WartaParahyangan.com
BANDUNG – Kelompok Kerja Kepala Sekolah (K3S) Kabupaten Bandung dan Jamparing Institut Pemerhati Kebijakan Pemerintah, menyoroti dugaan pungutan liar (pungli) berkedok pembelian seragam dan atribut sekolah, yang dalam sepekan ini mulai dilakukan sejumlah SD di Kabupaten Bandung.
Direktur Jamparing Institut, Dadang Risdal Aziz, saat dimintai tanggapan melalui sambungan telepon pada Kamis (18/7/2024), menyatakan bahwa kebutuhan seragam di luar seragam utama (hitam putih) seharusnya bersifat anjuran saja, bukan diwajibkan. Sekolah tidak boleh memaksa siswa atau orang tua untuk membeli seragam.

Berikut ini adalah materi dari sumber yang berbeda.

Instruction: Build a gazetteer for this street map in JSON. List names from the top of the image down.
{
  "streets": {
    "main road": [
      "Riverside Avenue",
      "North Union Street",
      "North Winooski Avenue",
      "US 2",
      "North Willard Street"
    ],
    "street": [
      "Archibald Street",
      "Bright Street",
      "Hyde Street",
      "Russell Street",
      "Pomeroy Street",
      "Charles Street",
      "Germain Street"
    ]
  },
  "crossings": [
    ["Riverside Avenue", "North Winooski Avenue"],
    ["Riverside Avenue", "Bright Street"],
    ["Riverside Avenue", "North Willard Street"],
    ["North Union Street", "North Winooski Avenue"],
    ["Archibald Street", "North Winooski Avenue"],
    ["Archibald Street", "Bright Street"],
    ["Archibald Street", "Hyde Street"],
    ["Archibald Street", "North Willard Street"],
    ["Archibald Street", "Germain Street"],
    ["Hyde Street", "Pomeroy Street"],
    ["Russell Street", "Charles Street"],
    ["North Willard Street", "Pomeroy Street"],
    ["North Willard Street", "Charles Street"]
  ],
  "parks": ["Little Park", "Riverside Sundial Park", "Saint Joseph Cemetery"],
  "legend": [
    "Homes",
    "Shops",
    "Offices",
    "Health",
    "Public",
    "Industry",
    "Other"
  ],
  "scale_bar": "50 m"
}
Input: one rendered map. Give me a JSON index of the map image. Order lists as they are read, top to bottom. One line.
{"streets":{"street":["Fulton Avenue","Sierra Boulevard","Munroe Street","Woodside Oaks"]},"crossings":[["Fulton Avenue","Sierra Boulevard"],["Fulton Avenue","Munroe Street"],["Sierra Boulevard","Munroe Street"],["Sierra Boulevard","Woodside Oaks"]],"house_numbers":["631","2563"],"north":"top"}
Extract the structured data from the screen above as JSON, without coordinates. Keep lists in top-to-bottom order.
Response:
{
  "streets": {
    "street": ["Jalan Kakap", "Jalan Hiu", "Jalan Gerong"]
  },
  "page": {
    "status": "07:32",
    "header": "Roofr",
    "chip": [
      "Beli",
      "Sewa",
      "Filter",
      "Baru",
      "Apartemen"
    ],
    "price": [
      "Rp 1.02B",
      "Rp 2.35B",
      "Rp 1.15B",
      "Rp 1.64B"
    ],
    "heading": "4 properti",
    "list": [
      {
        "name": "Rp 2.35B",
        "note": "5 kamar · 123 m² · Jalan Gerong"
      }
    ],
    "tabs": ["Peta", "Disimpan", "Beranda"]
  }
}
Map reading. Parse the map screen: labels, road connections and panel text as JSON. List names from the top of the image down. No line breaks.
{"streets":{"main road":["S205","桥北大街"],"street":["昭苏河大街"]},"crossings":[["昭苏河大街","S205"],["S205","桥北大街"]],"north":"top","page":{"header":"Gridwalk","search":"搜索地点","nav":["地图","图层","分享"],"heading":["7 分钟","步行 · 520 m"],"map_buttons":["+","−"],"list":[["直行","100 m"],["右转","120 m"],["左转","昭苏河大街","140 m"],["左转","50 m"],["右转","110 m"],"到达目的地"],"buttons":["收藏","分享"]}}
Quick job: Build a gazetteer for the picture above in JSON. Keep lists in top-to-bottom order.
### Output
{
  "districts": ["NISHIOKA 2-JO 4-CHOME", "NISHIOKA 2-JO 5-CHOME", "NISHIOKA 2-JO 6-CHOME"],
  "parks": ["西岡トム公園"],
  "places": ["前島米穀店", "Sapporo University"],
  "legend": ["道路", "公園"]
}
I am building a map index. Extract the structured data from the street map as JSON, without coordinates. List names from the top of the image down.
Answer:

“Saya memahami jika sifatnya anjuran untuk menjaga kekompakan di sekolah, tetapi murid atau orang tua harus bebas membeli di mana saja asal bentuknya sama,” jelas Dadang.
Ia juga menegaskan bahwa sampul raport dan atribut yang sudah dicover oleh dana BOS tidak boleh lagi diminta kepada siswa. “Hal-hal yang sudah ditanggung oleh dana BOS tidak boleh lagi diminta kepada siswa. Ini merupakan pelanggaran jika dilakukan oleh sekolah,” tegas Dadang.
Karena itu, kata Dadang, Disdik harus tegas dalam hal ini dengan membuat edaran yang jelas mengenai apa saja yang boleh dan tidak boleh dilakukan oleh sekolah.
“Jika edaran ini tidak diindahkan, kepala sekolah harus diberikan sanksi, mulai dari peringatan hingga pemberhentian,” tambahnya.
Hal senada disampaikan Ketua K3S Kabupaten Bandung, Wawan Wardana, S.Pd., yang mengingatkan agar sekolah tidak menjual baju seragam maupun bahan seragam kepada peserta didik baru selama pelaksanaan PPDB. Ia menekankan bahwa penjualan seragam oleh sekolah bisa menimbulkan ketidaknyamanan bagi orang tua dan siswa.
“Kalau sekolah mau menjual barang yang dipakai dan disetujui oleh pihak orang tua, itu tidak masalah. Yang penting harga sesuai dengan harga pasar dan tidak keterlaluan. Tapi kalau penjualannya dilakukan secara sepihak, itu tidak diharapkan, apalagi memaksakan kehendak. Misalnya, baju olahraga memang diperlukan, tetapi harus dijual dengan harga yang terjangkau dan sesuai pasaran,” kata Wawan.
Ia juga menyoroti bahwa dana operasional sekolah seharusnya digunakan untuk mengakomodir kebutuhan seperti sampul raport dan atribut sekolah. Jika ada kebutuhan yang tidak bisa diakomodir, hal ini harus dikomunikasikan dengan orang tua melalui rapat dan berita acara untuk menghindari kesalahpahaman.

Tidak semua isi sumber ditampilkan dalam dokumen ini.